“Kya wondered how they could climb a tree or even get in a boat wearing those skirts. Certainly couldn’t wade for frogs; wouldn’t even be able to see their own feet.”

This quote occurs in Chapter 4, as Kya observes the other girls at school who are dressed in skirts puffed out by layers of crinolines. At school, Kya sees herself through the lens of nature, such as when she tries to disappear into her seat in embarrassment like a beetle hiding in tree bark. But the school around her feels unnatural to her, and she feels uncomfortable and ashamed as she’s barefoot, teased, and laughed at. When she observes the girls, the same girls she will go on to observe often throughout her life, she notes how out of place they would be in her world. Though their outfits allow them to fit in with human society, on the marsh, they would be at a disadvantage, unable to keep up with the natural lessons that Kya learns each day. While Kya uses the land to heal the injury in her foot later on in the chapter, the girls can’t even see their own feet in their dresses. This suggests an unnatural level of disconnect from nature and from their own bodies.

“[T]he marsh meadows ended, and dusty ground—hacked raw, fenced into squares, and furrowed into rows—spread before them. Fields of paraplegic snags stood in felled forests. Poles, strung with wires, trudged toward the horizon. Of course, she knew coastal marsh didn’t cover the globe, but she’d never been beyond it. What had people done to the land?”

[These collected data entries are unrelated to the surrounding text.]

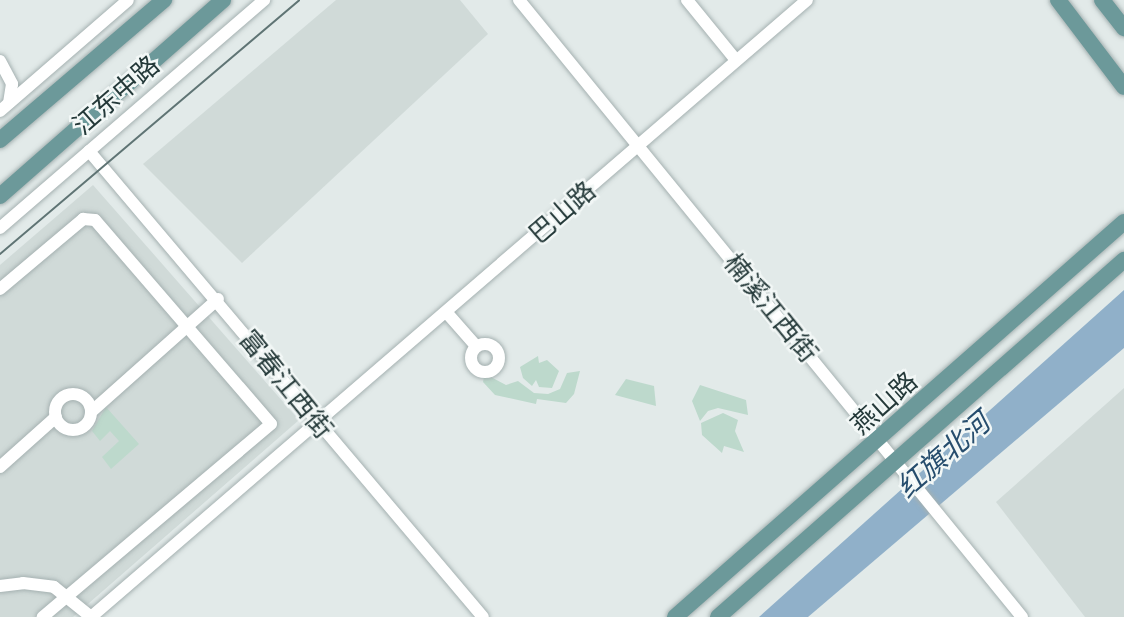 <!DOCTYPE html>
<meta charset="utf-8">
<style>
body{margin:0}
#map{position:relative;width:1124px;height:617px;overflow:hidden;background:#e2eae9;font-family:"PT Sans Narrow","Noto Sans SC",sans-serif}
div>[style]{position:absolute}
.built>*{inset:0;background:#d0dad8}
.green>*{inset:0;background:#bdd9cc}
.water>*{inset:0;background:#90b0c9}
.roads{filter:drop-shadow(0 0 2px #a5b1b1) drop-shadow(0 0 2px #a5b1b1)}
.minor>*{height:12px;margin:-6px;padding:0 6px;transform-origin:6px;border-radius:6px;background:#fff}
.minor>.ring{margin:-6px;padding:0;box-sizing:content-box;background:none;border:12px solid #fff;border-radius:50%}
.major>*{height:16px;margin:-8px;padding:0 8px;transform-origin:8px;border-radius:8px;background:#6c999a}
.tram>*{height:2px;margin:-1px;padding:0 1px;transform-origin:1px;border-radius:1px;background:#5f7474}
span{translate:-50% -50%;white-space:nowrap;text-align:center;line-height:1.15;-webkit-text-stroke:5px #f2f7f6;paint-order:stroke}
.street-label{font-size:26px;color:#243939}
.water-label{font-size:28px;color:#264d6d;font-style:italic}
</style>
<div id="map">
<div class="built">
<i style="clip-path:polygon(336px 0,460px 0,488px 34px,242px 263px,143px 164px)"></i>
<i style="clip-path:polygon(93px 185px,299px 420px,73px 617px,0 617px,0 265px)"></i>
<i style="clip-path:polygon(1124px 388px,1124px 617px,1085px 617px,996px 502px)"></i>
</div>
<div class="green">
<i style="clip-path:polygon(538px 356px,539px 363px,547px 360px,559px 371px,552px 388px,539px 387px,536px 380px,532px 386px,523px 378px,520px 367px)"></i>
<i style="clip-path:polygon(580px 371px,574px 394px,566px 403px,537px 399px,536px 404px,495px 395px,483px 382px,484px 376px,489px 376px,506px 385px,518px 381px,534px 393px,548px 394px,560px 389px,567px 373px)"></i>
<i style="clip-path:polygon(626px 379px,654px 386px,656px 406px,615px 395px)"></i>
<i style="clip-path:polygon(700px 385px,746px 400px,748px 415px,718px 408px,708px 411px,700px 421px,692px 401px)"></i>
<i style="clip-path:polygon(106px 407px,139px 444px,111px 469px,102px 457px,119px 441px,110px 431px,100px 441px,92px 431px)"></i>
<i style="clip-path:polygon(723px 413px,738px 420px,735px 431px,744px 452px,724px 446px,722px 453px,702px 435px,701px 423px)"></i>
</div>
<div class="water">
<i style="clip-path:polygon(1124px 290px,1124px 348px,808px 617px,759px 617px)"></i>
</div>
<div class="roads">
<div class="minor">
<i style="left:519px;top:0;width:796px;rotate:50.81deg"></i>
<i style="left:687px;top:0;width:77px;rotate:50.8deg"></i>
<i style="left:0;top:61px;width:26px;rotate:62deg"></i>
<i style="left:12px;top:84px;width:19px;rotate:99deg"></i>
<i style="left:0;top:111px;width:169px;rotate:-40.9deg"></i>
<i style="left:89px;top:151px;width:610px;rotate:49.79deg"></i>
<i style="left:0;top:228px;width:349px;rotate:-40.8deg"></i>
<i style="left:0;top:289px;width:109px;rotate:-40.1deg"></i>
<i style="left:83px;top:219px;width:12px;rotate:5deg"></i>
<i style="left:95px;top:220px;width:269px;rotate:49.2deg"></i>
<i style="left:271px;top:424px;width:299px;rotate:139.8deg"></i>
<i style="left:447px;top:313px;width:44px;rotate:48.7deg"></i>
<i class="ring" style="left:471px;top:344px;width:16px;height:16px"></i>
<i class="ring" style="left:55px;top:394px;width:24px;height:24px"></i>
<i style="left:91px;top:412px;width:170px;rotate:-41.7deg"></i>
<i style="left:0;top:467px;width:75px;rotate:-41.8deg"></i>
<i style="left:0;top:586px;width:23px;rotate:-7deg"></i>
<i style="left:23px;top:583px;width:31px;rotate:7deg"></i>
<i style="left:54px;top:587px;width:48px;rotate:39deg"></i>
<i style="left:91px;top:617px;width:945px;rotate:-40.75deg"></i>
</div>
<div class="major">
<i style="left:1058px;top:0;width:109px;rotate:52.8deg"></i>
<i style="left:1102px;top:0;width:36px;rotate:52deg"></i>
<i style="left:0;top:140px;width:216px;rotate:-40.5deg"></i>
<i style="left:0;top:196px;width:297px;rotate:-41.3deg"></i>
<i style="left:675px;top:617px;width:598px;rotate:-41.34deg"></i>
<i style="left:718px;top:617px;width:541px;rotate:-41.33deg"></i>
</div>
</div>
<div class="tram">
<i style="left:0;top:254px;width:392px;rotate:-40.3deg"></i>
</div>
<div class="street-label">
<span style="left:116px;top:95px;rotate:-41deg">江东中路</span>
<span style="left:562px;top:212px;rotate:-41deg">巴山路</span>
<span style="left:771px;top:308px;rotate:51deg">楠溪江西街</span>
<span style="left:286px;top:384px;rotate:51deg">富春江西街</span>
<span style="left:884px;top:403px;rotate:-42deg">燕山路</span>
</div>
<div class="water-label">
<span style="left:943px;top:455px;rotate:-41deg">红旗北河</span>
</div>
</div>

This quote occurs in Chapter 27, as Kya leaves the marsh area for the first time and travels with Chase to Asheville. In this moment, when Kya sees the land outside the marsh for the first time, she is horrified by what humans have done to the land. Her language emphasizes the unnatural way humans have asserted their dominion over the land, using violent words like hacked. Kya looks upon the land like it has been injured, using words like raw to invoke the idea of a wound and paraplegic to invoke a sense of systemic injury. She also notes how humans have imposed their unnatural sense of order on the land, taking what was wild and unrestricted and caging it into squares and rows. She notes also that people put cement and plastic representations of nature on their lawns, such as flamingos and deer, suggesting a desire in these humans to recreate and control what they have already in many ways dominated and destroyed.

“Waiting for the verdict of her own murder trial brought a loneliness of a different order. The question of whether she lived or died did not surface on her mind, but sank beneath the greater fear of years alone without her marsh. No gulls, no sea in a starless place.”

This quote occurs in Chapter 54, as Kya sits in her jail cell waiting for the jury to deliver their verdict. If convicted, Kya faces the possibility of the death penalty, but here she reflects that what scares her more is the possibility of being in jail for the rest of her life, separated from the marsh she loves. This suggests that she would rather die than be trapped in the metal and cement of the justice system. For Kya, this part of human society brings her to a new level of loneliness in which her only solace is the curtailed view of the ocean through her window and the courthouse cat. It is not being separated from people that makes her lonely, but being forced into a world devoid of nature, separated from the land that is her family.